Selain itu kepala TBJ juga mendapat kepercayaan dari Taman Budaya provinsi lainnya untuk menjadi ketua koordinator kerja antar-Taman Budaya se Indonesia, karena selama ini dianggap paling eksis dan memiliki seabrek kegiatan kesenian.
Sebab, tahun 1980, Taman Budaya baru terbentuk di 25 propinsi, dan waktu itu hanya dua provinsi yang tidak memiliki Taman Budaya, yakni DKI Jakarta, Sumatera Selatan (Palembang), dan provinsi baru hasil pemekaran pada era otonomi daerah.
Pada era ini pula TBJ yang dulu sebagai lembaga pusat atau bertanggungjawab pada pemerintah pusat, di bawah Dirjen Kebudayaan, tepatnya 7 Juni 2002, resmi menjadi UPT dilingkungan Dinas P dan K Jatim, melalui SK Gubernur Jatim nomor 41 tahun 2002, dengan nama lembaga tetap Taman Budaya Jatim.

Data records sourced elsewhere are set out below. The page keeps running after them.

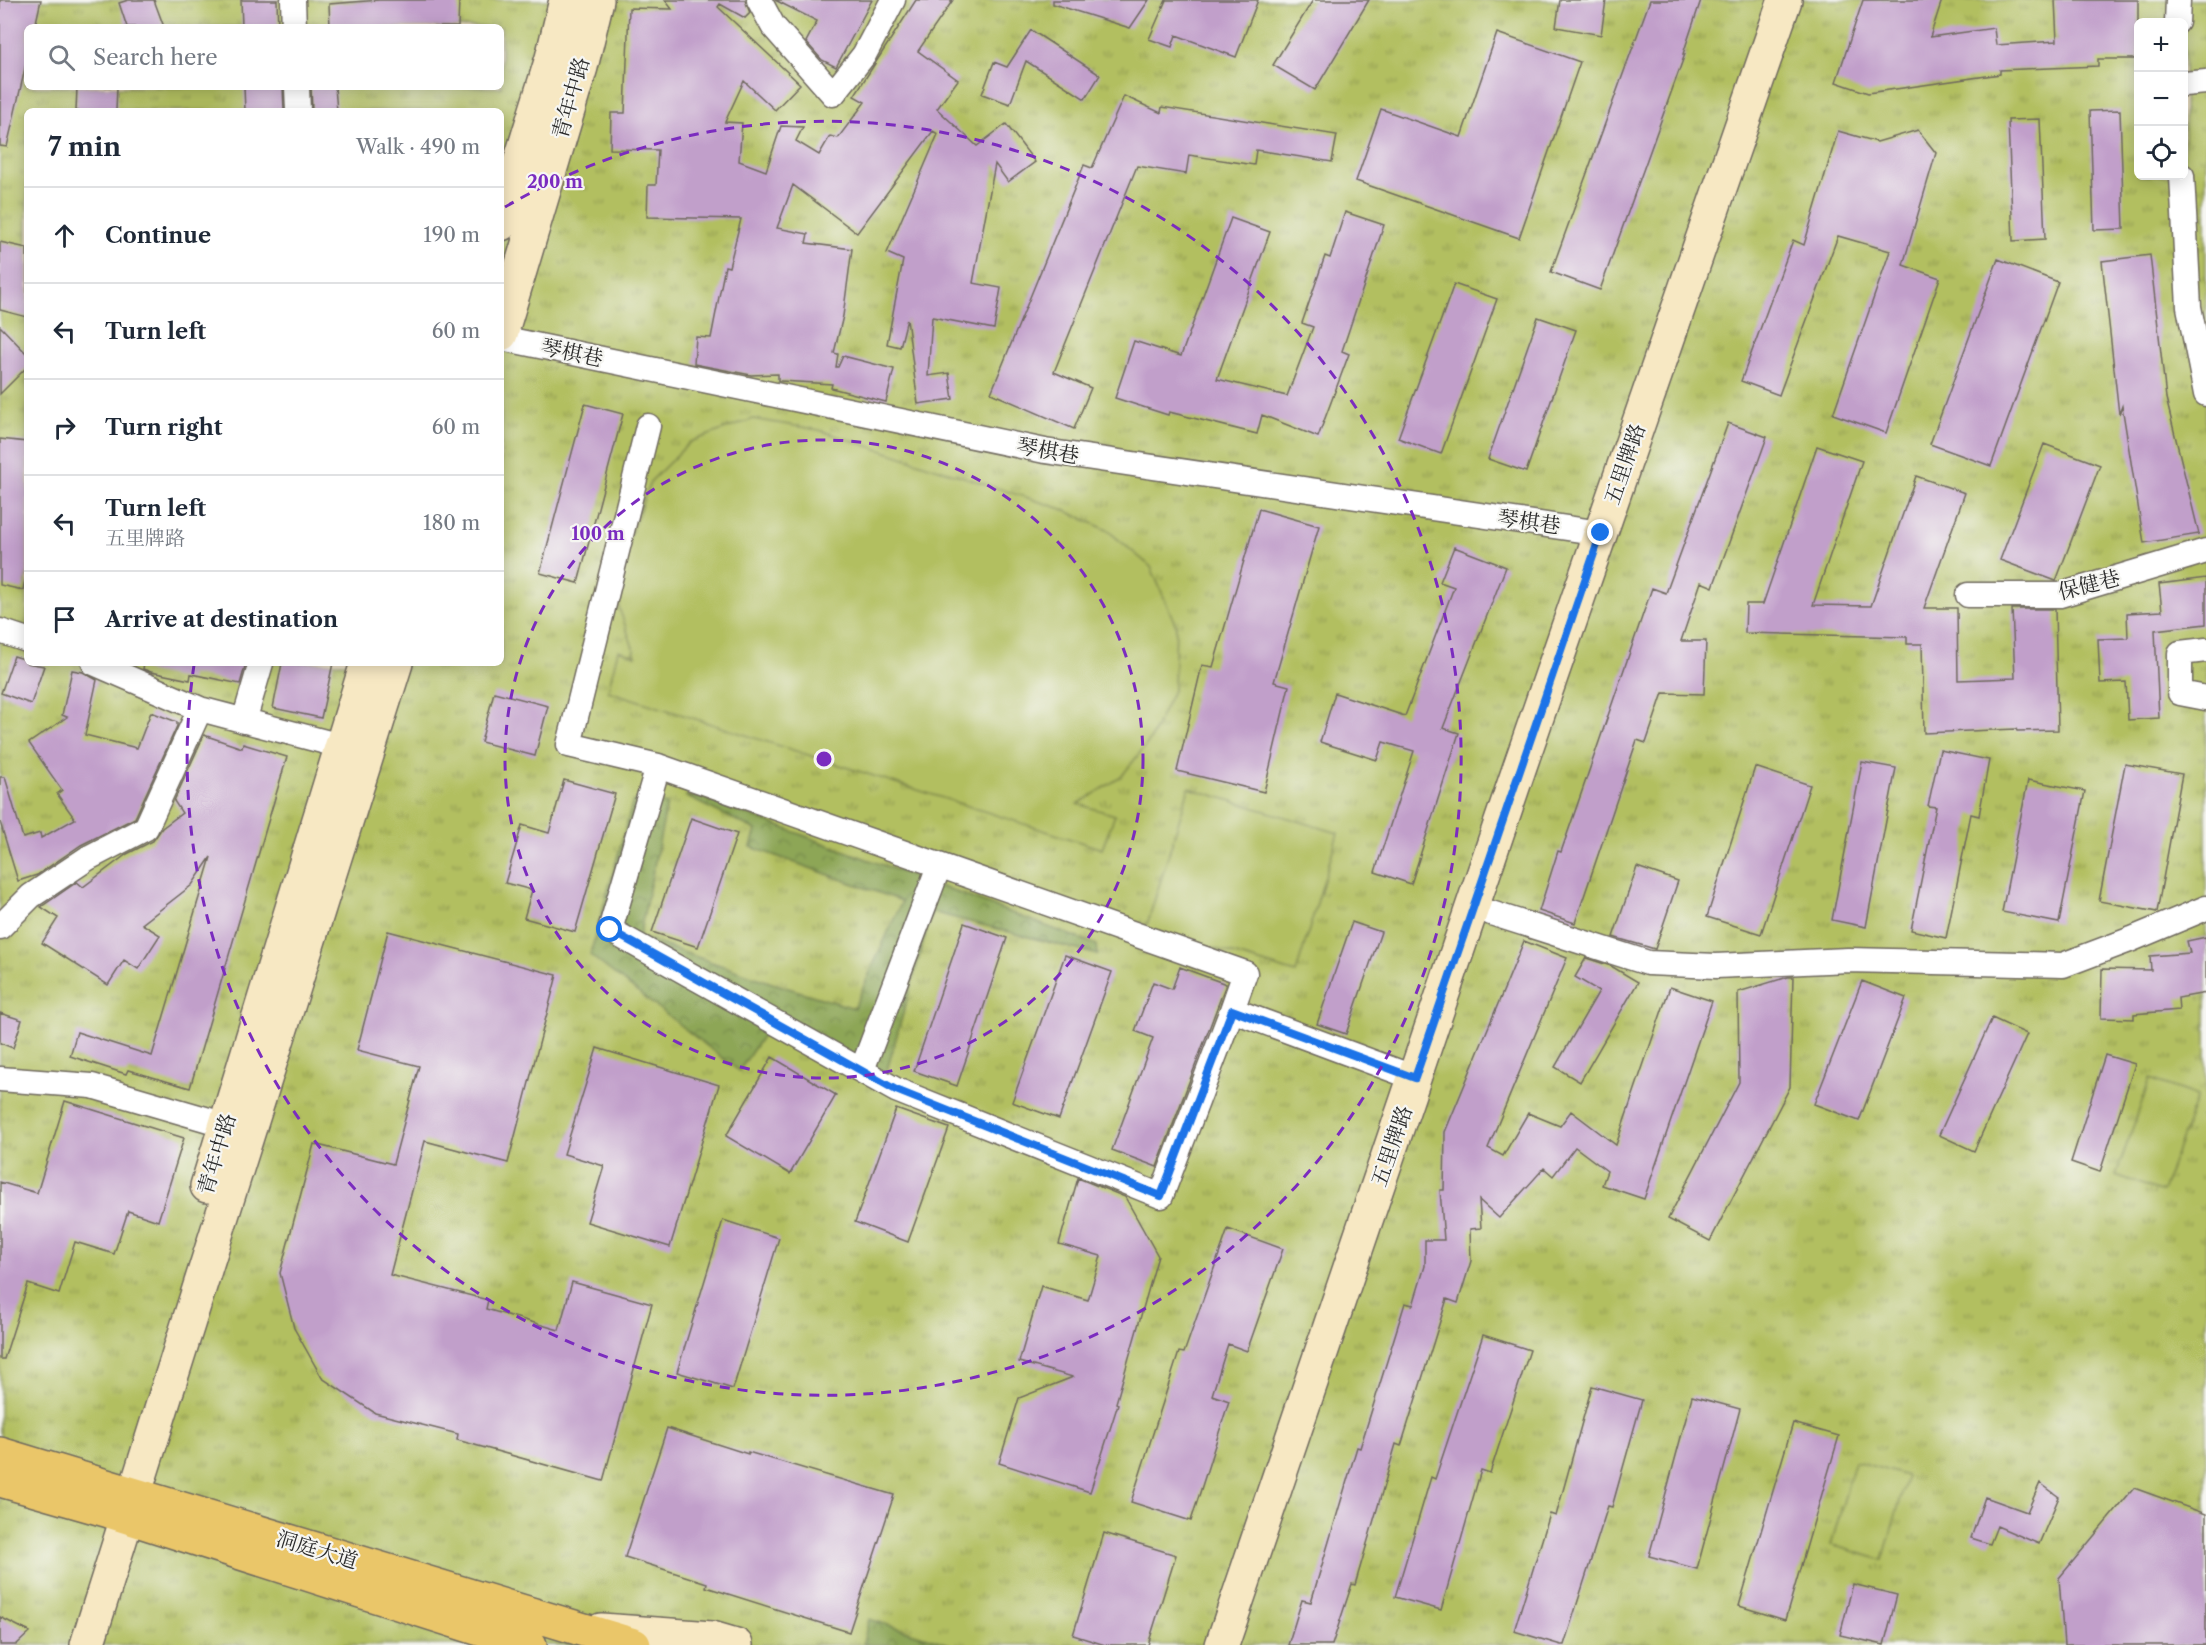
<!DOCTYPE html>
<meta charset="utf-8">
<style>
body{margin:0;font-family:"Libre Caslon Text","Noto Serif SC",serif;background:#f2f2f3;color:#1f2937}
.controls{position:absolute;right:18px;top:18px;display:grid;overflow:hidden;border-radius:9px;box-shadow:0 3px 15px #0003}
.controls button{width:54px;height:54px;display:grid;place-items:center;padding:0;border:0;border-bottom:2px solid #e0e1e3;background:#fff;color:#1f2937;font:30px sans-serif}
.stop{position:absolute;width:18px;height:18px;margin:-14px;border:4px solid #1a73e8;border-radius:50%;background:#fff}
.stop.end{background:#1a73e8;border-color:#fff;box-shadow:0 2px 6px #0008}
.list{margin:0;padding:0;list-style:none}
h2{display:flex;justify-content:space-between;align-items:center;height:78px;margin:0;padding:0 24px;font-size:26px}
h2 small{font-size:20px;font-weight:400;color:#747a83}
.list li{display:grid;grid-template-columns:39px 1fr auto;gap:18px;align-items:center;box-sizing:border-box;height:96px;padding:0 24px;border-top:2px solid #e0e1e3}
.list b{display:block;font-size:22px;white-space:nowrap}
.list p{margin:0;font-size:20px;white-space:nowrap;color:#747a83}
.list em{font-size:20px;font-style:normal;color:#747a83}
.icon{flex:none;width:33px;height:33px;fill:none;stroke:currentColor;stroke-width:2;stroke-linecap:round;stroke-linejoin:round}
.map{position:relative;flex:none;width:2206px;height:1645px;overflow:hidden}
.search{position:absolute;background:#fff;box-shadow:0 3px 15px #0003;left:24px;top:24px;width:480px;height:66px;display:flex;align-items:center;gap:15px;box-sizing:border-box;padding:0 21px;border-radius:9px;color:#747a83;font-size:22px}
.panel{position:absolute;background:#fff;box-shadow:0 3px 15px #0003;left:24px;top:108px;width:480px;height:558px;border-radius:9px}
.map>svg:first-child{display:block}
.grass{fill:url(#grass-tufts);stroke:#6e7546;stroke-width:1.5;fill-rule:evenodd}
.forest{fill:url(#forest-crowns);stroke:#5c6841;stroke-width:1.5}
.pitch{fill:#b2bf61;stroke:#6e7546;stroke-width:1.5}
.building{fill:#c19fca}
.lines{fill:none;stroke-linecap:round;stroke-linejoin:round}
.minor-casing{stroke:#6f695e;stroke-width:27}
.secondary-casing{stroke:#6f695e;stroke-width:36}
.primary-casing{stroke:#6f695e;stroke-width:36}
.minor{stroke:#fff;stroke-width:24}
.secondary{stroke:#f7e8c3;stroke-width:33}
.primary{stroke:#eac669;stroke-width:33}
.route{stroke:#1a73e8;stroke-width:8}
.ring{fill:none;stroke:#7b2cbf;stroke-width:3;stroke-dasharray:10 8}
.labels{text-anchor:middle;stroke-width:4.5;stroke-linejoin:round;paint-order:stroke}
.street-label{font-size:21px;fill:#2b2b2b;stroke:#f6f6f2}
.centre{fill:#7b2cbf;stroke:#f6f6f2;stroke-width:3}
.ring-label{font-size:18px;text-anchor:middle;font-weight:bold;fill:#7b2cbf;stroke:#f6f6f2;stroke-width:4.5;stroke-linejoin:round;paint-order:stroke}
</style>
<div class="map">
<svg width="2206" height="1645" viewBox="0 0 2206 1645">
<defs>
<pattern id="grass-tufts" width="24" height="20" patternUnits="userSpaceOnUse" patternTransform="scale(1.5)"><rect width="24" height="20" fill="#b2bf61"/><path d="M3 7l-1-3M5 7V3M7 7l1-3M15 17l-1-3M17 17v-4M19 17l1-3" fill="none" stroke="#919b50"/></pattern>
<pattern id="forest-crowns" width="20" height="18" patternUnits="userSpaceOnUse" patternTransform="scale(1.5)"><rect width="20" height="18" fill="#8da657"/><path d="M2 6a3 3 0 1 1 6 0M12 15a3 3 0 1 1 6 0" fill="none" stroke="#738748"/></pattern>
</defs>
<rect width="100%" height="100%" fill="#f6f6f2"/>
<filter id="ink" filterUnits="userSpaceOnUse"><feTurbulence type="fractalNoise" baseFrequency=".0167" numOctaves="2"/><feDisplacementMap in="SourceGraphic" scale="12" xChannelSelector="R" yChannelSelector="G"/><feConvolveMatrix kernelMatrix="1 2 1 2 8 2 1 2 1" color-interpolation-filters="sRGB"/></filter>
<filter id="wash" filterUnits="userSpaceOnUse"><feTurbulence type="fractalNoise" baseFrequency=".008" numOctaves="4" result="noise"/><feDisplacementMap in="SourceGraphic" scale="24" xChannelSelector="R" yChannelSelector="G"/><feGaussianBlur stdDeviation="1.35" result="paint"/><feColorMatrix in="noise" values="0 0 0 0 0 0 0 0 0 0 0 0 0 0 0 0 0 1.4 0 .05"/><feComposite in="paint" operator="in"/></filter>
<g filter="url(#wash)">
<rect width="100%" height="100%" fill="#edddbc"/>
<path class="grass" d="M0,0H2206V1645H0ZM2138,22H2184V176H2138ZM27,27H501V87H27ZM27,111H501V663H27Z"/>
<path class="forest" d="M685,796L703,798L1097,945L1098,955L932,912L885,1077L765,1032L739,1071L590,955L633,801L667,804L639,937L775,984L854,1008L902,901L751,847L756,830Z
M869,1619L952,1645H869L863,1643Z"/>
<path class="pitch" d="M753,419L819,430L1062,509L1107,530L1151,567L1176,626L1174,688L1150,740L1121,777L1078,804L1115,815L1102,849L608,691L618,650L636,656L619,608L626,547L650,482L690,442Z
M1189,788L1338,833L1296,973L1146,928Z
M2150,1079L2197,1096L2162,1192L2116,1175Z
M1855,1461L1907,1476L1883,1560L1831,1545Z"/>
<g id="blocks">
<path class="building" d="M0,0H41L35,27H27V60L7,147L0,146Z
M128,0H154L164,27H127L119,3Z
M241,0H277L278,27H242Z
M379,0H459L458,27H330L329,4Z
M665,0H745L750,13L745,18L720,4L718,7L800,84L775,110L744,81L725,122L742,123L739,161L766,171L781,126L803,127L796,141L819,155L830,136L838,138L865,102L854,96L916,0H953L918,51L958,80L937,109L977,146L1006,124L1035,162L1008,182L995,164L973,283L1001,288L994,329L932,317L928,376L949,373L953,399L918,404L907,319L900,347L887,344L903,260L887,253L938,134L933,131L857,233L793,185L777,228L808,234L806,243L852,249L843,316L834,353L838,354L836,367H838L843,356L894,369L886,402L831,388L832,384L780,381H778V374L751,375L694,364L696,337L711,338L725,266L729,267L741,219L647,217L648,185H656L658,150L610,149L611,113H625L629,8L672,9Z
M775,0H872L836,67L822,60L806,42L817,21Z
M1053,0H1149L1130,28L1053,4Z
M1166,0H1258L1236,57L1176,35L1172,47L1149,39Z
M1313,0H1369L1315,90L1273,65Z
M1560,0H1606L1601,35L1556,27Z
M1650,0H1701L1683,54H1685L1600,290L1551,272Z
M1863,0H1942L1930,37L1994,28L1996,45L2057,41L2055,0H2138V59H2098V66L2000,70V74L1868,93L1836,82Z
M1031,30L1100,75L1085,99L1026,61L1010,104L982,94L994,62L1007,67Z
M1497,33L1580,62L1519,238L1356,181L1381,109L1461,137Z
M77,87H117L116,111H76Z
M244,87H283L284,111H245Z
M311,87H335L337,111H312Z
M1124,96L1161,113L1162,107L1337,135L1332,162L1256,150L1254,165L1189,155L1186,174L1137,166L1054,372L1091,388L1074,429L991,393L1084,165L1092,168Z
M2120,110L2124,229L2094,230L2090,111Z
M2040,119L2045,239L2013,241L2008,120Z
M1918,130L1936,153L1903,265L1940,278L1886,433L1833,414L1890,251L1838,236L1779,395L1741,381L1793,240L1804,245L1838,131L1877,142Z
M1345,212L1384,225L1342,351L1349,354L1318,437L1262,415L1257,434L1169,412L1168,415L1115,398L1134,341L1181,356L1231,218L1270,232L1217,379L1287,396L1313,327L1302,323L1325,256L1330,258Z
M0,242L27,248V317L0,310Z
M2150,255L2166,398L2199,534L2144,543L2122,406L2119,414L2102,261Z
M1998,259L2058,282L1991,466L1930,444Z
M1454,284L1497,299L1441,454L1398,438Z
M1538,317L1576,330L1526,472L1488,459Z
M0,326L27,354V367L0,394Z
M585,404L623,414L578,583L540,573Z
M1728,423L1767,437L1713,587L1701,582L1681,641H1706L1704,694L1663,693L1646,743L1637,740L1575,923L1539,911L1558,851L1561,852L1652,588L1666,593Z
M0,439L27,442V572L23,590L0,585Z
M2044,444L2100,465L2056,581L2000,560Z
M1817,446L1862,461L1813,605L1871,606L1916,476L1965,493L1924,608H1957L1958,680L2015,678L2012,609H2055L2058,730L2017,731L2016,729L1924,733L1922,644H1907V637L1745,633L1746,604H1763Z
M1259,509L1319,526L1274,682L1289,686L1264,792L1177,771L1202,665L1213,667Z
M1454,547L1506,567L1443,728L1459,733L1411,884L1375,872L1414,751L1383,742L1377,760L1320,742L1335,693L1405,716L1454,587L1440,582Z
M2206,578V624L2155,630L2159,718L2128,720L2126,682L2100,683L2098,639L2128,638L2127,613L2162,611L2159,584Z
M14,656L27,660V663L44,666L31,704L1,693Z
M144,663H246L240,684L191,674L190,680L151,672L143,669Z
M282,663H333L321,718L273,708Z
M72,670L83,672L97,680L85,735L137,748L151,712L177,722V726L135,818L81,845L37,875L18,881L0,822V777H5L23,838L40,833L41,838L75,819L57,794L62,790L29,743L67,717L62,715Z
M494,692L548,706L535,756L481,742Z
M204,735L242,748L243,744L287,757L190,1088L128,1070L126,1074L70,1056L77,1032L152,1056L211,857L192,885L142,924L160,935L138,969L124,960L108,985L42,943L58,918L41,907L77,882L83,887L127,854L153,841L162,828L182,813L174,801Z
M1940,750L1989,760L1979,816L1971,814L1946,938L1911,930L1936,807L1928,806Z
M1862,762L1896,768L1866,927L1832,920Z
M2125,764L2182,774L2157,912L2099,901Z
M1755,767L1810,785L1761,934L1707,917Z
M564,780L615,794L575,932L524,918L532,890L505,883L522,825L549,833Z
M2028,780L2085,791L2059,923L2002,912Z
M691,818L737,834L698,947L652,932Z
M1637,867L1678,881L1655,949L1613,937Z
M1352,922L1381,932L1346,1034L1317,1024Z
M964,923L1007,938L957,1086L914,1071Z
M388,931L557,975L508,1163L425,1141L390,1275L488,1300L486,1309L559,1330L572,1282L652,1304L603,1481L457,1440L458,1434L375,1413L322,1378L294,1328L280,1273L314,1144L393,1164L419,1066L357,1050Z
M2206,937V993L2178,998L2179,1010L2134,1014V1019L2101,1018L2102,969L2151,970L2150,956L2190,953L2187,941Z
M1524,941L1567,958L1488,1148L1503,1156L1528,1113L1560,1126L1571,1111L1616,1145L1670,987L1712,1001L1644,1199L1602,1185L1607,1171L1575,1147L1553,1176L1544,1168L1499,1218L1479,1200L1481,1228L1470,1229L1471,1261L1458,1303L1447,1299L1401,1446L1396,1444L1355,1585L1352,1584L1332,1645H1288L1302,1600L1311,1602L1357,1447L1360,1448L1405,1303L1413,1305L1425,1266V1240H1444L1440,1190H1444L1445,1132Z
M1065,955L1112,972L1059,1119L1012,1102Z
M1586,958L1611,966L1638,982L1580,1082L1555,1067L1599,991L1575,977Z
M1180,967L1226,984L1157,1167L1112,1150L1153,1038L1135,1031L1153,982L1172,989Z
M1788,977H1793L1790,1087L1710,1241L1668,1219L1739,1082L1738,992Z
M1862,981L1906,998L1859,1121L1814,1104Z
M0,1013L22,1020L13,1048L0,1043Z
M1992,1018L2027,1034L1974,1151L1939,1135Z
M597,1048L719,1085L670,1247L587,1222L604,1166L564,1154Z
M2105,1055L2135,1064L2100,1172L2071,1162Z
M772,1057L836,1095L790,1174L726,1136Z
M65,1101L184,1138L158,1221L128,1211L114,1254L75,1242L59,1294L28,1284L4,1359H0V1182L37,1193Z
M896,1109L949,1128L908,1242L855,1222Z
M1078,1178L1125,1197L1158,1256L1116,1403L1118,1404L1090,1492L999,1463L1019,1398L1073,1377L1019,1362L1041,1286L1088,1300L1101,1256L1059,1244Z
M723,1220L779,1238L733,1389L677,1372Z
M1228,1229L1283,1249L1247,1351L1228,1344L1212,1395L1229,1401L1191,1521L1131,1502L1179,1352L1184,1353Z
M1483,1335L1530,1350L1490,1473L1481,1470L1441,1610L1395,1597L1431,1477L1435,1479Z
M1592,1386L1642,1400L1612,1507L1608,1506L1564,1645H1561L1514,1631L1550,1514L1556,1516Z
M1692,1396L1740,1409L1697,1569L1649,1556Z
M1793,1423L1839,1436L1785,1620L1739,1606Z
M667,1428L748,1454V1452L894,1495L849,1632L706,1587L707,1583L625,1557Z
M2040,1483L2059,1497L2039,1544L1997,1526L1990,1544L1971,1538L1985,1497L2027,1512Z
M2134,1488L2206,1514V1645H2064L2059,1578Z
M1104,1533L1176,1555L1148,1645H1105L1073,1635Z
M1853,1584L1897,1595L1884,1645L1840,1635Z
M0,1617L30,1632L16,1645H0Z"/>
</g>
</g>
<g filter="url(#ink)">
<use href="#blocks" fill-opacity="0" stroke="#6f695e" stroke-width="1.5"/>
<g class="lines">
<defs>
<path id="minor" d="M293,0L294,27
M759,0L773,26L833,94L864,55L893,0
M2177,22L2178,0
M2184,84L2206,82
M297,87L298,111
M2182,176L2189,307L2206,394
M501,338L1045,451L1601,533
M648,426L569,745L658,766L610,930L896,1090L1161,1196L1232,1010L1415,1078
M1968,595H2060L2206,551
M0,631L27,640
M2206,650L2180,653V693L2206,698
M94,663L200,709L341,746
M244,721L261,663
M658,766L1245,973L1232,1010
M1491,913L1648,963L1716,966L1848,960L2063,965L2132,939L2206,908
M0,927L31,896L88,858L146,828L200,709
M862,1070L939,866
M0,1079L92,1086L226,1125"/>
<path id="secondary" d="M501,224L552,58L566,0
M501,334L581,67L597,0
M207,1186L367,663
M601,1630L712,1638L736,1645
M87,1645L396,663
M1222,1645L1519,769L1785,0"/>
<path id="primary" d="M0,1454L634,1645
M0,1480L109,1511L530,1645"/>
</defs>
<use href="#minor" class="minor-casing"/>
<use href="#secondary" class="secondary-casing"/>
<use href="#primary" class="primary-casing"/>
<use href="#minor" class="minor"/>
<use href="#secondary" class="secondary"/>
<use href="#primary" class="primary"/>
</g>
</g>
<g class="lines" filter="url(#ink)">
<path class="route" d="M610,930L896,1090L1161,1196L1232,1010L1415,1078L1601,533"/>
</g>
<g class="ring">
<circle cx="824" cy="759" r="319"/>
<path d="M505 207A637 637 0 1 1 194 665"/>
</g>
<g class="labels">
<g class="street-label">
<text transform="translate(571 98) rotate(-74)" y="7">青年中路</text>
<text transform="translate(572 353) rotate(12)" y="7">琴棋巷</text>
<text transform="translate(1048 451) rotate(10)" y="7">琴棋巷</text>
<text transform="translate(1625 464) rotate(-71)" y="7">五里牌路</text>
<text transform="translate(1529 522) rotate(8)" y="7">琴棋巷</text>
<text transform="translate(2089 585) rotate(-14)" y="7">保健巷</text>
<text transform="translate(1392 1146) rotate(-71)" y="7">五里牌路</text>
<text transform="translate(217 1154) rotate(-73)" y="7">青年中路</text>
<text transform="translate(317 1550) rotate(17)" y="7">洞庭大道</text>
</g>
</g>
<circle cx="824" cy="759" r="9" class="centre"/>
<g class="ring-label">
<text x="555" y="188">200 m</text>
<text x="598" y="540">100 m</text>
</g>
</svg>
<div class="controls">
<button>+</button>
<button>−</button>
<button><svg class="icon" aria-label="locate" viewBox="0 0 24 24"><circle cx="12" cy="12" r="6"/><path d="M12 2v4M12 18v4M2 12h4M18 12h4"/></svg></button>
</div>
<div class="stop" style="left:610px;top:930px"></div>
<div class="stop end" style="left:1601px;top:533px"></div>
<div class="search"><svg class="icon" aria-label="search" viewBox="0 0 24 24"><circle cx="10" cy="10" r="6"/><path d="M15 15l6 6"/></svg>Search here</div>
<section class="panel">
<h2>7 min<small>Walk · 490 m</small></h2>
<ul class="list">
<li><svg class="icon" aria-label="ahead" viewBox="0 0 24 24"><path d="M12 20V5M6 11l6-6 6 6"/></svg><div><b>Continue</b></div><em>190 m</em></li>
<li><svg class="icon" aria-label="left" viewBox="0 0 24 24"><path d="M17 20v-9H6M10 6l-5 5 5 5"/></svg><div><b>Turn left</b></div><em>60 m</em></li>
<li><svg class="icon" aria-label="right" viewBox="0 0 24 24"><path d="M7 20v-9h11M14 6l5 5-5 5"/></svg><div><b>Turn right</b></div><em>60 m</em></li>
<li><svg class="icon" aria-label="left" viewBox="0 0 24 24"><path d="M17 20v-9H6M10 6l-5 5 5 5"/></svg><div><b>Turn left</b><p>五里牌路</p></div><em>180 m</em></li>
<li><svg class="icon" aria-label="arrive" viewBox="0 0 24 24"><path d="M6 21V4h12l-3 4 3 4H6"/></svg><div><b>Arrive at destination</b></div></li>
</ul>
</section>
</div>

Enam tahun kemudian dan tepatnya pada 23 Desember 2008 lalu bertempat di gedung Islamic Center, TBJ resmi dibubarkan. Karyawannya bergabung dengan karyawan Subdin Kebudayaan, di lembaga baru bernama Balai Pendidikan dan Pengembangan Kesenian Jatim. Sedangkan kepala TBJ, menduduki pos baru menjadi kepala bidang Permuseuman dan kepurbakalaan, di Dinas Pariwisata Jatim.
Akankah kehidupan dan perkembangan kesenian di Jatim tersendat atau mundur, berhenti, pascadibubarkannya TBJ, tentunya kita semua berharap tidak demikian. Para seniman Jatim khususnya Surabaya, harus tetap berjuang, terus berkarya, tanpa harus menunggu ada atau tidaknya lembaga kesenian yang peduli dan mengulurkan tangan untuk memberikan bantuan.
Para seniman kalau perlu menyuarakan aspirasinya melalui wakil rakyat yang duduk di DPRD Jatim, khususnya komisi E, bahwa kesenian itu tetap penting, untuk memberikan warna berbeda pada kehidupan berbangsa dan bernegara.
Kita tunggu saja kiprah para pejabat baru yang menangani masalah kesenian dan kebudayaan di Jatim, dan kita juga berharap para pejabat baru ini maupun anggota DPRD Jatim tidak terlena dengan jabatan dan kursi empuknya.